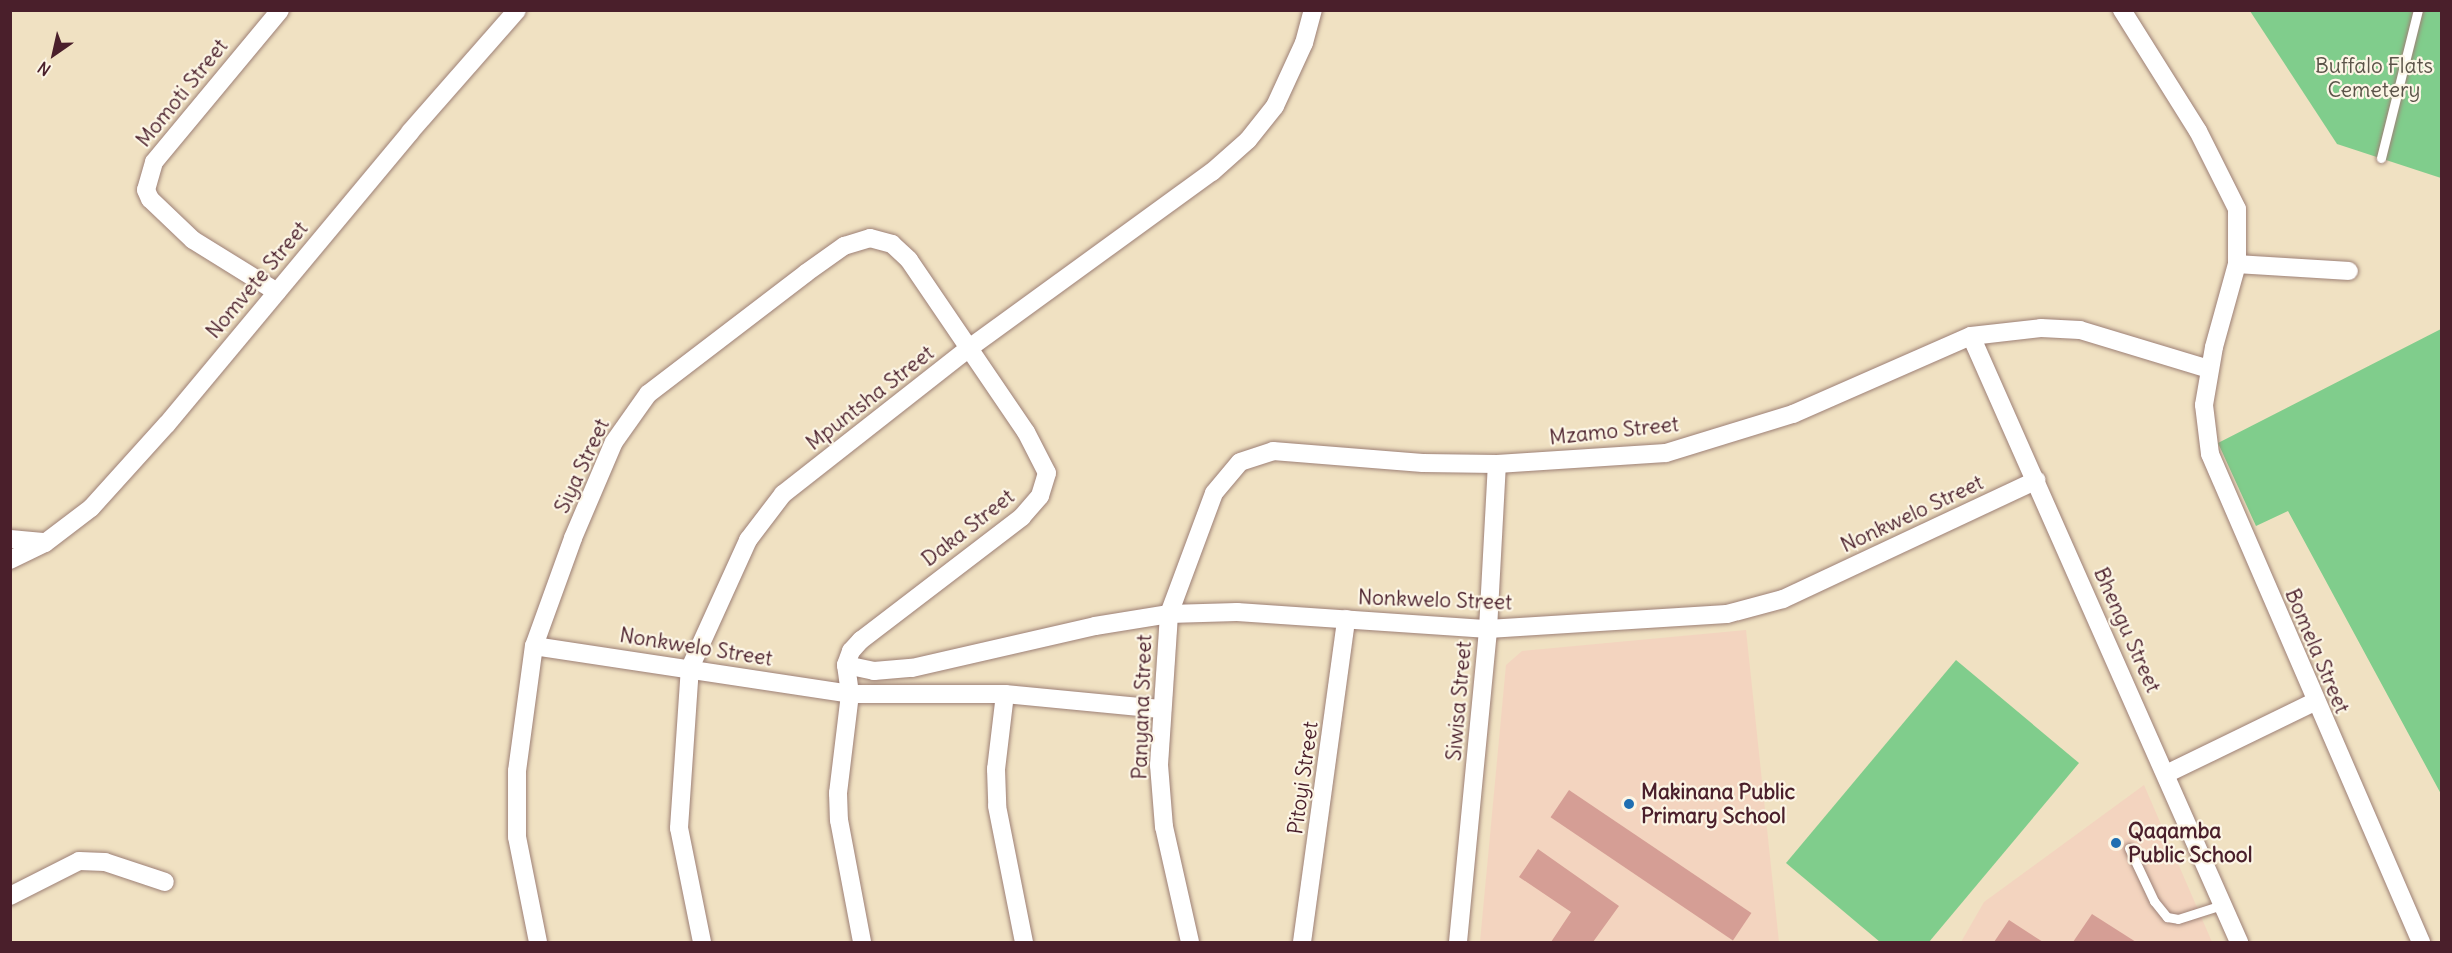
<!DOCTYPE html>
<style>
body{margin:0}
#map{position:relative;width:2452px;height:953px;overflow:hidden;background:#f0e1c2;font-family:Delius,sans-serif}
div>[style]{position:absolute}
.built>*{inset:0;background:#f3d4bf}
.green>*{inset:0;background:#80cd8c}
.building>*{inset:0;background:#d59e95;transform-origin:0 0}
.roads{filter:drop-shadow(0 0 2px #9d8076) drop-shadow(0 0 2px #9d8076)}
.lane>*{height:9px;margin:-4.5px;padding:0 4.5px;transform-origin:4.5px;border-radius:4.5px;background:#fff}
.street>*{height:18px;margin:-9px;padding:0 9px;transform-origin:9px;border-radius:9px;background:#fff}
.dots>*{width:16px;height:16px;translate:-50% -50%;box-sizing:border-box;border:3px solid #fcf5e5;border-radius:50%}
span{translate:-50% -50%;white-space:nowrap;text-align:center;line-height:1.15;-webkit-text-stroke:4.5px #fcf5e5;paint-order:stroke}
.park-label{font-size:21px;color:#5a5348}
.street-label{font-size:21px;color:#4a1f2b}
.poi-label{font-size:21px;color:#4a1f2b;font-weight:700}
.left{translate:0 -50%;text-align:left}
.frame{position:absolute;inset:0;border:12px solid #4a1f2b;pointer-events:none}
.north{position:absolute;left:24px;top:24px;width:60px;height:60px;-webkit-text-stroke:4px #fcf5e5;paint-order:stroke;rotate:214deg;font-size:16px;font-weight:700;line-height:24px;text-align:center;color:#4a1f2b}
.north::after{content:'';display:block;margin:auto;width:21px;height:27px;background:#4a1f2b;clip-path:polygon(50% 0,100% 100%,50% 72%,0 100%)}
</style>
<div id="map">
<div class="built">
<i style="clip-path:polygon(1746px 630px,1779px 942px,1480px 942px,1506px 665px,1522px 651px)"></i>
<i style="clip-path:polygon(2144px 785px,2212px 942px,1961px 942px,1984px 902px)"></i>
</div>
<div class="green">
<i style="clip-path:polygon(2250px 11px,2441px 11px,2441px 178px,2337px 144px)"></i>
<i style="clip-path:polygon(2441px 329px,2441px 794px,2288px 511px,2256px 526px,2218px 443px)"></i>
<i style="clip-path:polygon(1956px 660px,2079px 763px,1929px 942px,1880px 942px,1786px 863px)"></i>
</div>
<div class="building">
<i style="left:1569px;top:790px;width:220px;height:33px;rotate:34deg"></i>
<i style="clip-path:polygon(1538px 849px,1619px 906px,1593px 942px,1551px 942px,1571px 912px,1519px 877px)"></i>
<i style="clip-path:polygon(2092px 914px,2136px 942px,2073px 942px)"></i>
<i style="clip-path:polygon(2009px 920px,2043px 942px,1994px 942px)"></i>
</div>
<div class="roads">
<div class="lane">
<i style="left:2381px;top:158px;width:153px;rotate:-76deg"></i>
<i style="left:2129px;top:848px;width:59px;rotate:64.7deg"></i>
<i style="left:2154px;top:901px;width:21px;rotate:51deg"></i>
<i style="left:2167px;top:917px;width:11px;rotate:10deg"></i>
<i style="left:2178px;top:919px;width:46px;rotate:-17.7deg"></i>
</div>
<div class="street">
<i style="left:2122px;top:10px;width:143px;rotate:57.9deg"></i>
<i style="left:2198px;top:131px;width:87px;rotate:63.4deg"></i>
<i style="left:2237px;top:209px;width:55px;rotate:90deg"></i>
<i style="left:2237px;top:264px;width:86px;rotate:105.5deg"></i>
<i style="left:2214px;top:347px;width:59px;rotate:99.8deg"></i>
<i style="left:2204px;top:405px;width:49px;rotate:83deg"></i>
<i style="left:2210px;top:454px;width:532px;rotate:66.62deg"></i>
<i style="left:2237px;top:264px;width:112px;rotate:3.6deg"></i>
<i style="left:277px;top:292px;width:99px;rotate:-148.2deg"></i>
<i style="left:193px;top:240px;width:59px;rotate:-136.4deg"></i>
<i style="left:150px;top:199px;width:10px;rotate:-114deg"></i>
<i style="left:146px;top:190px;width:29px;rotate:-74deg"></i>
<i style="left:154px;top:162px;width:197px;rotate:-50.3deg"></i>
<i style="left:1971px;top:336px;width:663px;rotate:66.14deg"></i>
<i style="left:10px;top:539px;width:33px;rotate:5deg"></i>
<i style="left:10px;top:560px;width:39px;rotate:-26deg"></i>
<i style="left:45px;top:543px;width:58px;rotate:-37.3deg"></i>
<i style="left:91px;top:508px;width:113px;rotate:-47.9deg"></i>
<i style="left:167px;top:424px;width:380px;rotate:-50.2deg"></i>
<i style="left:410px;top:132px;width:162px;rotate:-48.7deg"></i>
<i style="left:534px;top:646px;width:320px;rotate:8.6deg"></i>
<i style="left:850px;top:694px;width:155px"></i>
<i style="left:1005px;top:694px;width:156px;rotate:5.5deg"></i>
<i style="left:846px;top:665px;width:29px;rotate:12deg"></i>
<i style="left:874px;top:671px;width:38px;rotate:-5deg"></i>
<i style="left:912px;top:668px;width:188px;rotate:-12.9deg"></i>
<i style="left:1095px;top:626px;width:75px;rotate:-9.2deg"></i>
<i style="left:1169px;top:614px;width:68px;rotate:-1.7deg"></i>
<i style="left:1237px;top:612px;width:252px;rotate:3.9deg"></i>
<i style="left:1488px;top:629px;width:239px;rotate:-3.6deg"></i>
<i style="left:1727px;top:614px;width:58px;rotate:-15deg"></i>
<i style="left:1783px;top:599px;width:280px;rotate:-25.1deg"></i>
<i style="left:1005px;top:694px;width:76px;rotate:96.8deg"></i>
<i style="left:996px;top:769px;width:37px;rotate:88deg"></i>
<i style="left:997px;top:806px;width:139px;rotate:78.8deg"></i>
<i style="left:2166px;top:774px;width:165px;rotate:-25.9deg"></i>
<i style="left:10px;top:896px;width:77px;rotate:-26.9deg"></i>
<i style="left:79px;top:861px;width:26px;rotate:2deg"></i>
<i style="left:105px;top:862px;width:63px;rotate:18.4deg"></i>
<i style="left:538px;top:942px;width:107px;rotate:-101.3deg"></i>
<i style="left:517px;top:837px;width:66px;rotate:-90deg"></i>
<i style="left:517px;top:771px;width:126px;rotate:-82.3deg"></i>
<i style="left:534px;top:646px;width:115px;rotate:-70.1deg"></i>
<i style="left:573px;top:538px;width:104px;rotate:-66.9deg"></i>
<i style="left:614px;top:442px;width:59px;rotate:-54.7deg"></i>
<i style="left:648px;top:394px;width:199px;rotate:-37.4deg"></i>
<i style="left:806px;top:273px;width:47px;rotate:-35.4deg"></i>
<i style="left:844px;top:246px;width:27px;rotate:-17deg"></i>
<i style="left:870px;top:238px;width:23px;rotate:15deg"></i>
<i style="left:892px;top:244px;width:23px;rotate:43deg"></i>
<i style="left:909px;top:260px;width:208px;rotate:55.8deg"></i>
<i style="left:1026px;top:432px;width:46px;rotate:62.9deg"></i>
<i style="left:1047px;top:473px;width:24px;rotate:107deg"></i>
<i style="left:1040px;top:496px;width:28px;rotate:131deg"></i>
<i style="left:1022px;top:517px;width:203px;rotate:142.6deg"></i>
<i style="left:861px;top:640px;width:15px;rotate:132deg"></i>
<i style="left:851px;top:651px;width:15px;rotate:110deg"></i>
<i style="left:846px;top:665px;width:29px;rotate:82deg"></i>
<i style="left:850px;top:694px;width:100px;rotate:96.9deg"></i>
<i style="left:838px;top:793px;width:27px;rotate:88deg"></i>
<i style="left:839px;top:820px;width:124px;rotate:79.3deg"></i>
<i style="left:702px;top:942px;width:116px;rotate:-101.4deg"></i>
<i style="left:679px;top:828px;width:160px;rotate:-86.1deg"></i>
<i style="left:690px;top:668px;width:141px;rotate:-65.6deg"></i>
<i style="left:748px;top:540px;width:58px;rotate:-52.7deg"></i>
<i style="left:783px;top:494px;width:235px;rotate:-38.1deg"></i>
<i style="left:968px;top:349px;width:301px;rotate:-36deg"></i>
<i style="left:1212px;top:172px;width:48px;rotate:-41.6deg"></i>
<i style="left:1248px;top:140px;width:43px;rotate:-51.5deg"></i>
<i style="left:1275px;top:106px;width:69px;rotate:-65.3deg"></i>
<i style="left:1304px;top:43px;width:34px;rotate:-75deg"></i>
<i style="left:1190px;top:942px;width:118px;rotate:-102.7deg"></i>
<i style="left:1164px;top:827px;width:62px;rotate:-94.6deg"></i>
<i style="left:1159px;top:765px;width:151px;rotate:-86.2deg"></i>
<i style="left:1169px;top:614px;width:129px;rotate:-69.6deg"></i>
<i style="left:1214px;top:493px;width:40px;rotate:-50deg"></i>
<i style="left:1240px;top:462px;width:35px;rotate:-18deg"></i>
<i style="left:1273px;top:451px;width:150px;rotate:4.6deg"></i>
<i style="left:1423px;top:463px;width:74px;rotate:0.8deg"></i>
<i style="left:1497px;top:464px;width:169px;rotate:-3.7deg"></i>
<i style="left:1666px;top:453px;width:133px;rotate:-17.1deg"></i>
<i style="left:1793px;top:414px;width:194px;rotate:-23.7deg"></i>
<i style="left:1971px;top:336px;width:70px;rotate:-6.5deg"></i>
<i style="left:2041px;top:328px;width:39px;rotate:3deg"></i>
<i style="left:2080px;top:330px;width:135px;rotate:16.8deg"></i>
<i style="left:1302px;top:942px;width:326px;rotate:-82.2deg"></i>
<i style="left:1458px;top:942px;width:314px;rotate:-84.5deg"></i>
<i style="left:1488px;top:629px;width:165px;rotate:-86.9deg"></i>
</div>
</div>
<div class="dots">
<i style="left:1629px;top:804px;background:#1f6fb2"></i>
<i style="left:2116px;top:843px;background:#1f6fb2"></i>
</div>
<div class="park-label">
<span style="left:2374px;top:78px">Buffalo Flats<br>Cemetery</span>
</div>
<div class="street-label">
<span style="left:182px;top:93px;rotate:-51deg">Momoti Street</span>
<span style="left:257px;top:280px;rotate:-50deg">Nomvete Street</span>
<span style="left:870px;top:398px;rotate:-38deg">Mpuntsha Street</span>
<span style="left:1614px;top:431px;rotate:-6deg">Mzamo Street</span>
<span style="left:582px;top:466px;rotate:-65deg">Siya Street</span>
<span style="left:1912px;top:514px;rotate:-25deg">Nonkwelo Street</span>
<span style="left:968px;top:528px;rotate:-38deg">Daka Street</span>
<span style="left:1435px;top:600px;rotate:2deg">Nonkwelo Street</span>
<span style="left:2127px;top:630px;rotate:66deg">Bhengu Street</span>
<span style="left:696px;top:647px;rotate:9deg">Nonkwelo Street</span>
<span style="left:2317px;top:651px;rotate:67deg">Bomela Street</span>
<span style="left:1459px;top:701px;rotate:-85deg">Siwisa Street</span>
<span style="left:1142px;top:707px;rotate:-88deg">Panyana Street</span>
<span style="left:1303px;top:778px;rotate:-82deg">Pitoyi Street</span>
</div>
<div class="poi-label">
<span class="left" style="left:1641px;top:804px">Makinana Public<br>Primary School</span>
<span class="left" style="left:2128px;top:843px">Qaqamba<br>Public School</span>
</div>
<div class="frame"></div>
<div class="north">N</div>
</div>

+++

EXERCISE DIRECTIONS:
Go through the material above and copy each line that has the word "absolute".

ANSWER FOR THE TASK:
div>[style]{position:absolute}
.frame{position:absolute;inset:0;border:12px solid #4a1f2b;pointer-events:none}
.north{position:absolute;left:24px;top:24px;width:60px;height:60px;-webkit-text-stroke:4px #fcf5e5;paint-order:stroke;rotate:214deg;font-size:16px;font-weight:700;line-height:24px;text-align:center;color:#4a1f2b}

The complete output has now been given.